→ Problem statement:
From the entries below, return every line that includes the word "limit".

→ Extracted information:

------------------------------

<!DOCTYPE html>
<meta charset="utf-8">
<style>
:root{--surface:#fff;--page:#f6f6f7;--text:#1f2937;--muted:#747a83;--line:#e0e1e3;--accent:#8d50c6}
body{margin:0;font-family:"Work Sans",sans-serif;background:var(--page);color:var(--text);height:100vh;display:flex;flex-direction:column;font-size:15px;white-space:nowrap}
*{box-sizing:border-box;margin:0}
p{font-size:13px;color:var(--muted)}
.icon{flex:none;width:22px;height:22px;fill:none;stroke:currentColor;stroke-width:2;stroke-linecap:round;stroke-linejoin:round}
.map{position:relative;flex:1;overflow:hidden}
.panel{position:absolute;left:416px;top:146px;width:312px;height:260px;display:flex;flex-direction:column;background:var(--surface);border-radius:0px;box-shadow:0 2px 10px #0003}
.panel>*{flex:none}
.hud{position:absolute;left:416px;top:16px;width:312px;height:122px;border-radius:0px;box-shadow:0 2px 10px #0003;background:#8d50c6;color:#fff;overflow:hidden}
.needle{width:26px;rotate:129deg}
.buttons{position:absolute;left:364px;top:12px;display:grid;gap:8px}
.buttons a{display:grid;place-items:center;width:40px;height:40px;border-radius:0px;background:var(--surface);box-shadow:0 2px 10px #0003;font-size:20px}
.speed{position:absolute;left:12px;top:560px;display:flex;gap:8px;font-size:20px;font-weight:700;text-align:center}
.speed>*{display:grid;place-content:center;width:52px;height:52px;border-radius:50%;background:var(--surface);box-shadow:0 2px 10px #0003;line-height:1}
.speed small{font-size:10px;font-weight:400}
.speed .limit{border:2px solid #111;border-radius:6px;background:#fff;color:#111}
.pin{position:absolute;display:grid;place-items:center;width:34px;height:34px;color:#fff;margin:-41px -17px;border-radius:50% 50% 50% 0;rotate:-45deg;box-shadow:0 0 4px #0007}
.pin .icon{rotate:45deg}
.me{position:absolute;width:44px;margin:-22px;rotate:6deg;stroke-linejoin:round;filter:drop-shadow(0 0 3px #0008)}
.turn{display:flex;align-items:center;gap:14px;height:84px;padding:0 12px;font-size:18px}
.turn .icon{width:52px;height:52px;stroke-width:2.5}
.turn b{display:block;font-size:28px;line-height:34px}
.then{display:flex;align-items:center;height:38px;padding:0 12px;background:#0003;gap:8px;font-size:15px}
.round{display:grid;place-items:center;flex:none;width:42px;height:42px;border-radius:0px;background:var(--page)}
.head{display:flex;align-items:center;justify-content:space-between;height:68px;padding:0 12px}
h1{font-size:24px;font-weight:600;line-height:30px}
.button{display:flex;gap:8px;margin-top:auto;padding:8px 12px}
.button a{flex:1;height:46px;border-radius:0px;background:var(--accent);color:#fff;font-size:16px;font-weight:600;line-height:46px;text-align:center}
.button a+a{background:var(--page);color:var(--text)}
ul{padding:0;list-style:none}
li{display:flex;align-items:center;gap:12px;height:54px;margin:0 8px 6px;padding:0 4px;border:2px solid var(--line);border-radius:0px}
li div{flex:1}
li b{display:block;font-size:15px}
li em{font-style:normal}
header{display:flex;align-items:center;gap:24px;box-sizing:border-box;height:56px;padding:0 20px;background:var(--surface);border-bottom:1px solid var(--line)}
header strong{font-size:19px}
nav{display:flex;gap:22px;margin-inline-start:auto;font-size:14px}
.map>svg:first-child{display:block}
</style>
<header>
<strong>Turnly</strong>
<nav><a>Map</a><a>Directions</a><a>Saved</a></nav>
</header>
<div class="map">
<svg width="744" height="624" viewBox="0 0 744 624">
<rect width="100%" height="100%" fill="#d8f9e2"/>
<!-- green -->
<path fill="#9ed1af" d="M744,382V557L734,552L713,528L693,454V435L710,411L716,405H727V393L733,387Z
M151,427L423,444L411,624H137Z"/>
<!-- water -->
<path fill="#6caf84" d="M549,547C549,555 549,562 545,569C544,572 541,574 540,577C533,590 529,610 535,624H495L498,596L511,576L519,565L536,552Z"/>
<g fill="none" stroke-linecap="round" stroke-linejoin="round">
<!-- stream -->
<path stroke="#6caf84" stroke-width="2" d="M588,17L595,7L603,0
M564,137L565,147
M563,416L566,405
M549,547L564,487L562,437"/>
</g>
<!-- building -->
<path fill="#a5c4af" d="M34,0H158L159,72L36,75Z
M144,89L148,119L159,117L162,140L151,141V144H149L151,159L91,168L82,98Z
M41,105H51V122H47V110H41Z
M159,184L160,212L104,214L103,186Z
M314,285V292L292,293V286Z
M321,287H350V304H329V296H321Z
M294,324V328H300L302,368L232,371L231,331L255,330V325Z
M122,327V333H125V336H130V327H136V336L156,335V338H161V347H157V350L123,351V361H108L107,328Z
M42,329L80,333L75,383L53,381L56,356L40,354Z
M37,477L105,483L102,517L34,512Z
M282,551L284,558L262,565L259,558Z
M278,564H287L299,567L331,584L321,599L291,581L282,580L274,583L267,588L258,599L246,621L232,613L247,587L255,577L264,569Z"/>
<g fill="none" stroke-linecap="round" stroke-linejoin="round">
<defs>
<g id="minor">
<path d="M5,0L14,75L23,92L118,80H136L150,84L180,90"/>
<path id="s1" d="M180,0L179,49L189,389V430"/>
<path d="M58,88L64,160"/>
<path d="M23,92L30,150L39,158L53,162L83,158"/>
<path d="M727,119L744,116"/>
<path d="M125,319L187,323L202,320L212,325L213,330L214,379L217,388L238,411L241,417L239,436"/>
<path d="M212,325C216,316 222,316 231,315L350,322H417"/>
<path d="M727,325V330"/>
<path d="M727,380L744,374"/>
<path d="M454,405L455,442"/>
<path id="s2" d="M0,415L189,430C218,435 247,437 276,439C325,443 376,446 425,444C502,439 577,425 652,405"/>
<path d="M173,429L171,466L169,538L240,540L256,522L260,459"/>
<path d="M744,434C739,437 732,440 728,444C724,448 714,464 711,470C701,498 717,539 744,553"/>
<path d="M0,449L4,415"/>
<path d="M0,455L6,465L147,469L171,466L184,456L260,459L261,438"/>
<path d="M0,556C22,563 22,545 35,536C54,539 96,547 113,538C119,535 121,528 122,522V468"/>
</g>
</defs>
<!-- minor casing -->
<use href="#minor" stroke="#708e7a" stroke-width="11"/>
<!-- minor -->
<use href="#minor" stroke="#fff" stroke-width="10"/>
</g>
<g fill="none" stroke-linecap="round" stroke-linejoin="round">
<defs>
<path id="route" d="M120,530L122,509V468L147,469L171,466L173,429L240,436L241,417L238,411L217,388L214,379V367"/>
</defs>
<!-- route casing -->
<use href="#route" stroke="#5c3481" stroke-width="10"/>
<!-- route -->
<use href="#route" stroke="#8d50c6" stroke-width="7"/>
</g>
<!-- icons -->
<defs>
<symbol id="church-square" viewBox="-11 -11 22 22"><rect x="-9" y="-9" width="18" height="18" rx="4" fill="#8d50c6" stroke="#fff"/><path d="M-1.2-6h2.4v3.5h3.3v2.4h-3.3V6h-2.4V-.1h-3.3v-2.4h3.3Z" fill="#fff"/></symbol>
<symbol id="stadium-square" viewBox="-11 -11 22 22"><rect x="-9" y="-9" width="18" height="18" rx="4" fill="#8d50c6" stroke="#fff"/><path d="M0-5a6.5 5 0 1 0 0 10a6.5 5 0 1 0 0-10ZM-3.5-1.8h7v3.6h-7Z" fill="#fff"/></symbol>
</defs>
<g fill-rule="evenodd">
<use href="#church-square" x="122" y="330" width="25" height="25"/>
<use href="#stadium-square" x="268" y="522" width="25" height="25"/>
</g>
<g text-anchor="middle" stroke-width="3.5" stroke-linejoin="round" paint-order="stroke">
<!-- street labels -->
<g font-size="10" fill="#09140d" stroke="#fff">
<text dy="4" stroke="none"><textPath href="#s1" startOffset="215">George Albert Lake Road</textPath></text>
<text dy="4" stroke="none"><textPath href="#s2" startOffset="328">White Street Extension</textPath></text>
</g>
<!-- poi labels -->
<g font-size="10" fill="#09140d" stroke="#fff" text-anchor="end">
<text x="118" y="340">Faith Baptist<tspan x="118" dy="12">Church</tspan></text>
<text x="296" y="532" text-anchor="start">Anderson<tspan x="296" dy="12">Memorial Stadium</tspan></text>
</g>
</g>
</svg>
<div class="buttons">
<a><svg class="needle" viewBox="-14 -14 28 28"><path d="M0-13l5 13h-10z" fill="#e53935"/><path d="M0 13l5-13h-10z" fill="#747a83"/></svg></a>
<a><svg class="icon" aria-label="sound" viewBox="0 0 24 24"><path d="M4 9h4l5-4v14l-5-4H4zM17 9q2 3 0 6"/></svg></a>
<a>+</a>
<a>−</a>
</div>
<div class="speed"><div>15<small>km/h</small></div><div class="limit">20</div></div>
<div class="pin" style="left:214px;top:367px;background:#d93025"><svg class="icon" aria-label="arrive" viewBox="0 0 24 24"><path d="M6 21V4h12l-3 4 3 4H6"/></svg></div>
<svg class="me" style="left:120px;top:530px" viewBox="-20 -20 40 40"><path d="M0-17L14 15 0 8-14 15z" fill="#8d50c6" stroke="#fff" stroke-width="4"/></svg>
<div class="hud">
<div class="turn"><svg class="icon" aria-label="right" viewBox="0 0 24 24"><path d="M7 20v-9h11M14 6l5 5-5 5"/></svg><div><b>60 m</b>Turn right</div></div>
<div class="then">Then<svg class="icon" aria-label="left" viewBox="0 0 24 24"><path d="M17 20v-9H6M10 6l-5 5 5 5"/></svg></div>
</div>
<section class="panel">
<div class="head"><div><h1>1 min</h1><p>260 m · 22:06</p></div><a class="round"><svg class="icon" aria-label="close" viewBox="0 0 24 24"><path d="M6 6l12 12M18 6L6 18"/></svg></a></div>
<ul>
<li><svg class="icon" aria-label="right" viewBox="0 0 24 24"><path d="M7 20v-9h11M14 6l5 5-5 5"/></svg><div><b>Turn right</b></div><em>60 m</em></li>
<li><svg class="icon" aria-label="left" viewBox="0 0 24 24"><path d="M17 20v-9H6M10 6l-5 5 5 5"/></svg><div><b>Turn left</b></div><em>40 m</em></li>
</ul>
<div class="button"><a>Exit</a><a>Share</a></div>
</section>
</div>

------------------------------

→ Your solution:
.speed .limit{border:2px solid #111;border-radius:6px;background:#fff;color:#111}
<div class="speed"><div>15<small>km/h</small></div><div class="limit">20</div></div>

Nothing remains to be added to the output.